You're right, he's not ready to work on it. He really isn't.
Detached friendliness is going to be my goal. We're spending a lot of time together over the next two days so that's a good thing for me to practice. Must study up on topics unrelated to R. Are Ebola and Isis too negative? LOL
I have been light on the GAL, I'll admit. I'm a home body. I also don't have any friends who aren't married (and happy about it) so I feel very lonely when I'm around them sometimes. Also, I hate that "we feel so sorry for your situation" look I get from some friends like I'm some wounded bird... well, today I'm feeling very much like a wounded bird so, whatever.
Claire, thank you for reminding me that positive thoughts and actions lead to positive feelings. I needed to hear that. Gah, you know just what to say to this girl.
About meds... I'm on them. I've been on them since PPD with D. They are crucial and are probably the only thing keeping me afloat (besides all of you) right now.
How do I complicate his narrative? I've never heard that before. Do you mean continue with my 180s? I can do that.
His memory about the past is situationally correct but it has this evil, dark, sinister, shadowy cast to it all. It makes me sick to my stomach. Is that how I was? It's almost like my eyes glowed green and smoke came out of my fingertips when he recalls the past. It's painful to be seen that way.

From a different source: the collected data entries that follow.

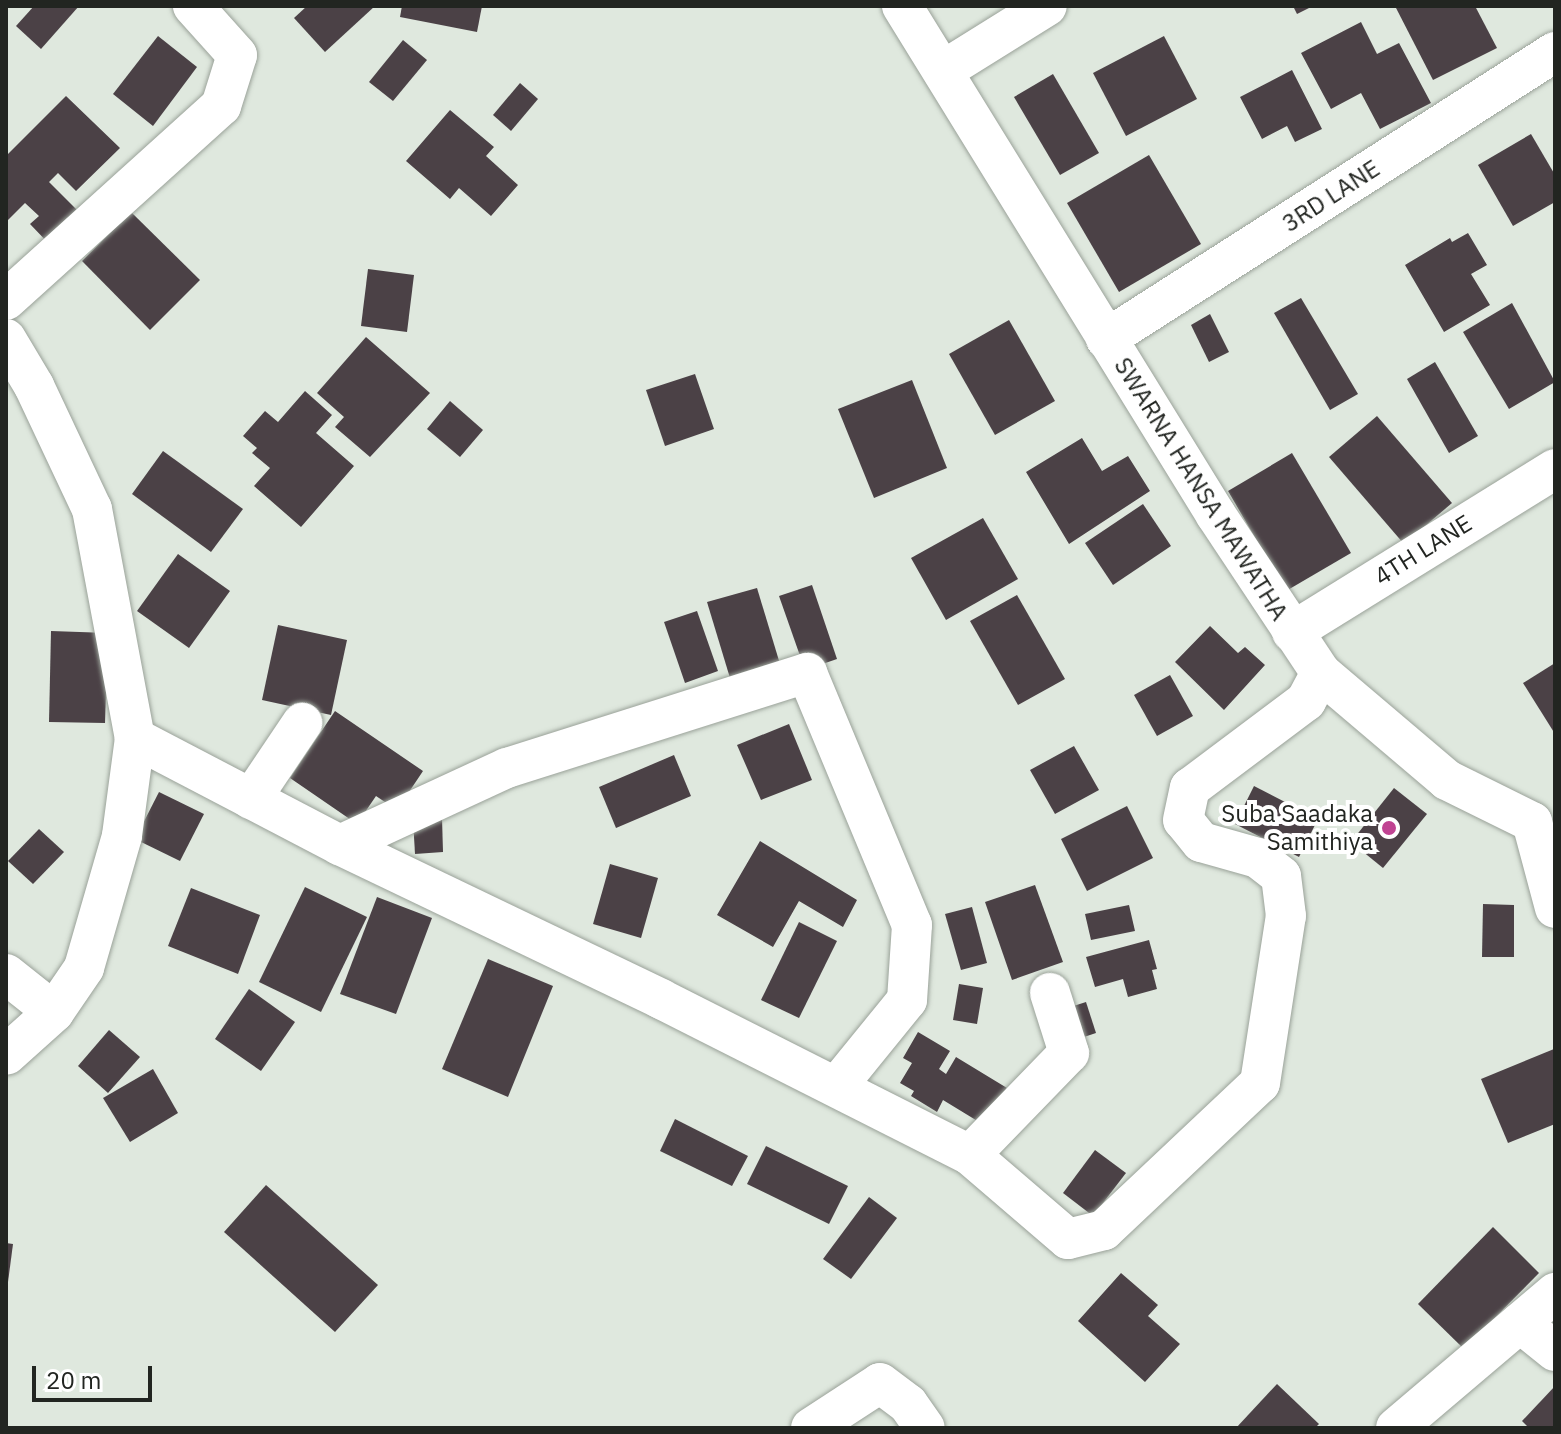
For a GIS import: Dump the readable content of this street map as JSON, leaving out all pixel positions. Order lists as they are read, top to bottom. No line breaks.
{"streets":{"street":["3RD LANE","SWARNA HANSA MAWATHA","4TH LANE"]},"crossings":[["3RD LANE","SWARNA HANSA MAWATHA"],["SWARNA HANSA MAWATHA","4TH LANE"]],"places":["Suba Saadaka Samithiya"],"scale_bar":"20 m"}
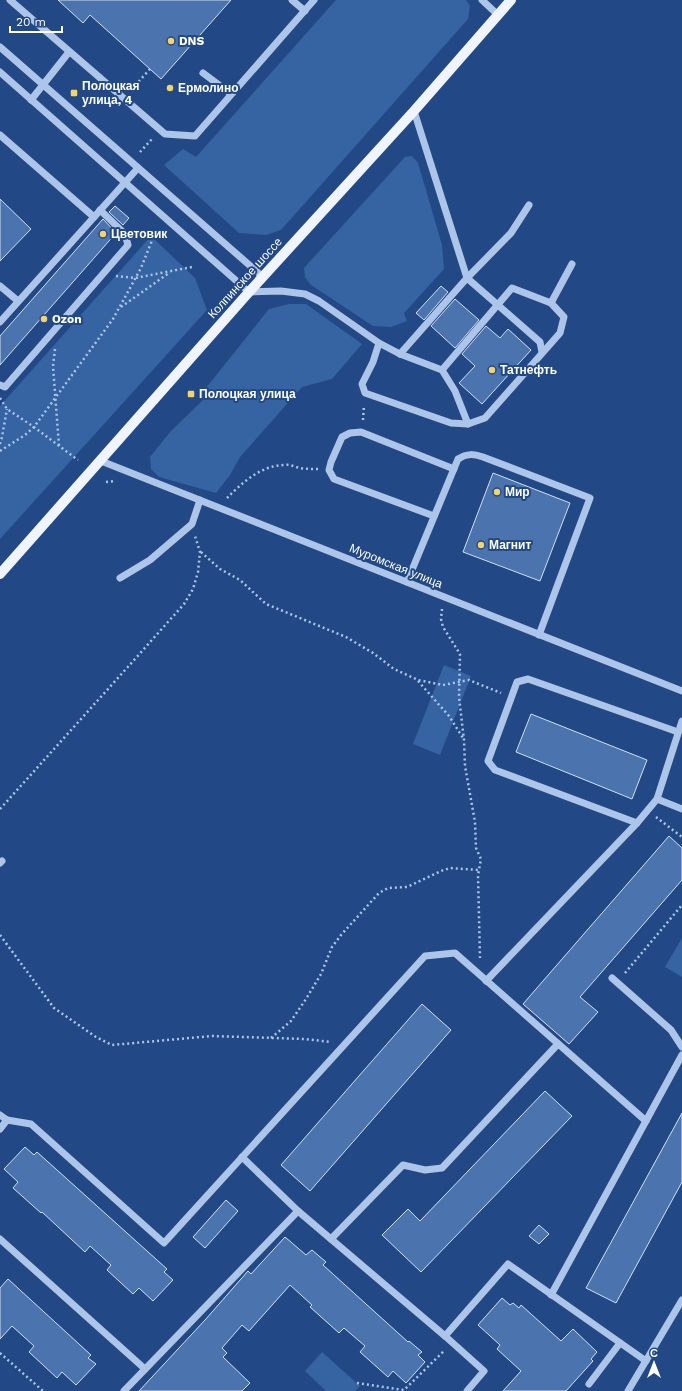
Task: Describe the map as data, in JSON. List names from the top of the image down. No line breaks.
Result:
{"streets":{"main road":["Колпинское шоссе"],"street":["Муромская улица"]},"crossings":[["Колпинское шоссе","Муромская улица"]],"places":{"other":["DNS","Ермолино","Цветовик","Ozon","Татнефть","Мир","Магнит"],"transit":["Полоцкая улица, 4","Полоцкая улица"]},"scale_bar":"20 m","north":"top"}
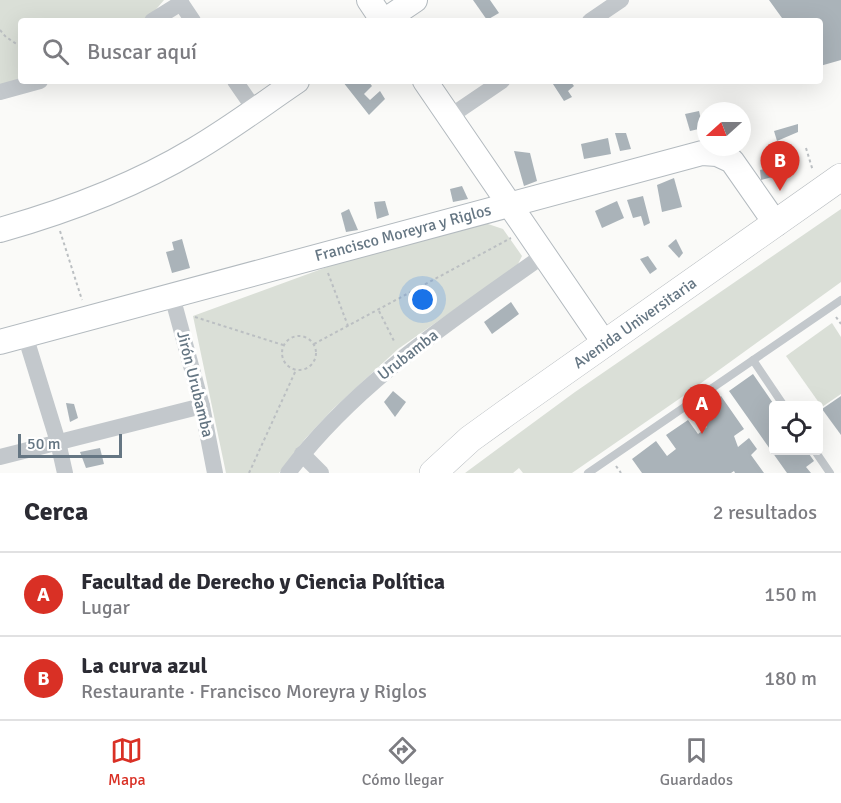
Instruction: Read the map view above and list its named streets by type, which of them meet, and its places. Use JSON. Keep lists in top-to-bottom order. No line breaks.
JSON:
{"streets":{"main road":["Avenida Universitaria"],"street":["Francisco Moreyra y Riglos","Urubamba","Jirón Urubamba"]},"crossings":[["Francisco Moreyra y Riglos","Avenida Universitaria"],["Francisco Moreyra y Riglos","Jirón Urubamba"]],"scale_bar":"50 m","north":"left","page":{"search":"Buscar aquí","pins":["B","A"],"scale":"50 m","heading":["Cerca","2 resultados"],"list":[{"mark":"A","name":"Facultad de Derecho y Ciencia Política","note":"Lugar","value":"150 m"},{"mark":"B","name":"La curva azul","note":"Restaurante · Francisco Moreyra y Riglos","value":"180 m"}],"nav":["Mapa","Cómo llegar","Guardados"]}}
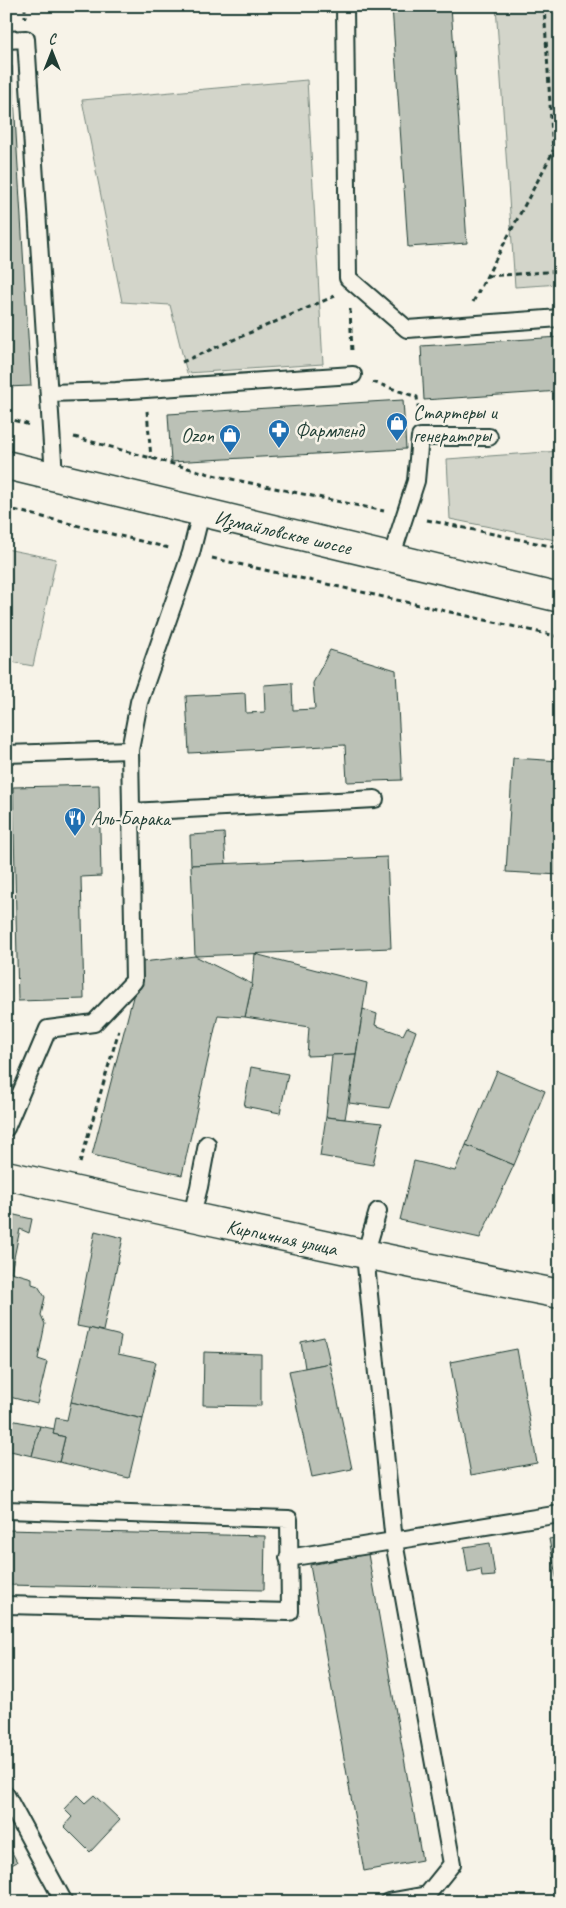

His memory about the past is situationally correct but it has this evil, dark, sinister, shadowy cast to it all. It makes me sick to my stomach. Is that how I was?
That's HIS narrative. It's not the "truth". Holding THIS narrative in his head helps him justify leaving you. Complicating that narrative means acting in ways that make him go "hmmm... wait, a sec.... that's not how I remember her being. What's going on? She doesn't seem so bad now... why am I giving her up again?" He will TEST you. Don't take the bait! Be the best possible you, no matter how weird and frustrating he is, or how angry or sad you are.
Do you have a mantra? Get one! When you see him, smile, and think to yourself, "La la la, I am so awesome... and YOU, my friend, are a foolto leave me! Gotta run, off to GAL with my awesome self!"
You live in LA? Hmm, probably not many divorced moms there, oh well. (Haha). Find some! Go to a meetup! I agree, it's tough to listen to married friends talk about their H's (I actually have a harder time listening to them complain. I like hearing happy stories!) Plus, they don't really know what to say. But, I'll tell you, most of my D friends don't really get DB either.
So, we talk about other stuff. That also helps me detach. This situation doesn't have to define or consume you, at least not in public. Go out, have fun, be a fun, normal person, and then come home and sob if you need to. Eventually (I promise), there will be more genuine fun, and less sobbing.
I've been at it a year. Has DB worked for me? Well, I'm still not divorced, and I am SO MUCH MORE at peace with myself. So, yeah, it's working. Maybe not exactly how I pictured, but who am I to say what's "supposed" to happen.
Make an appointment to talk to Chuck!
Holy cow. I gotta get to bed. (still working on that...) ((hugs))
Hi Ss, I don't really have much to add to what Maybell, Claire, Card and others have already said, but I wanted to check in with some support for you. It sounds like your H is deep in a "poor me" fog. You are working on making yourself a better person, but you need to be in this for the long haul. Patience is key. I think in his silly way with the 100% guarantee talk he is really saying that he wants to know that the positive changes he is seeing now are going to stick. That isn't too much to hope for but the way he is saying it is irrational. He has a lot to work on within himself.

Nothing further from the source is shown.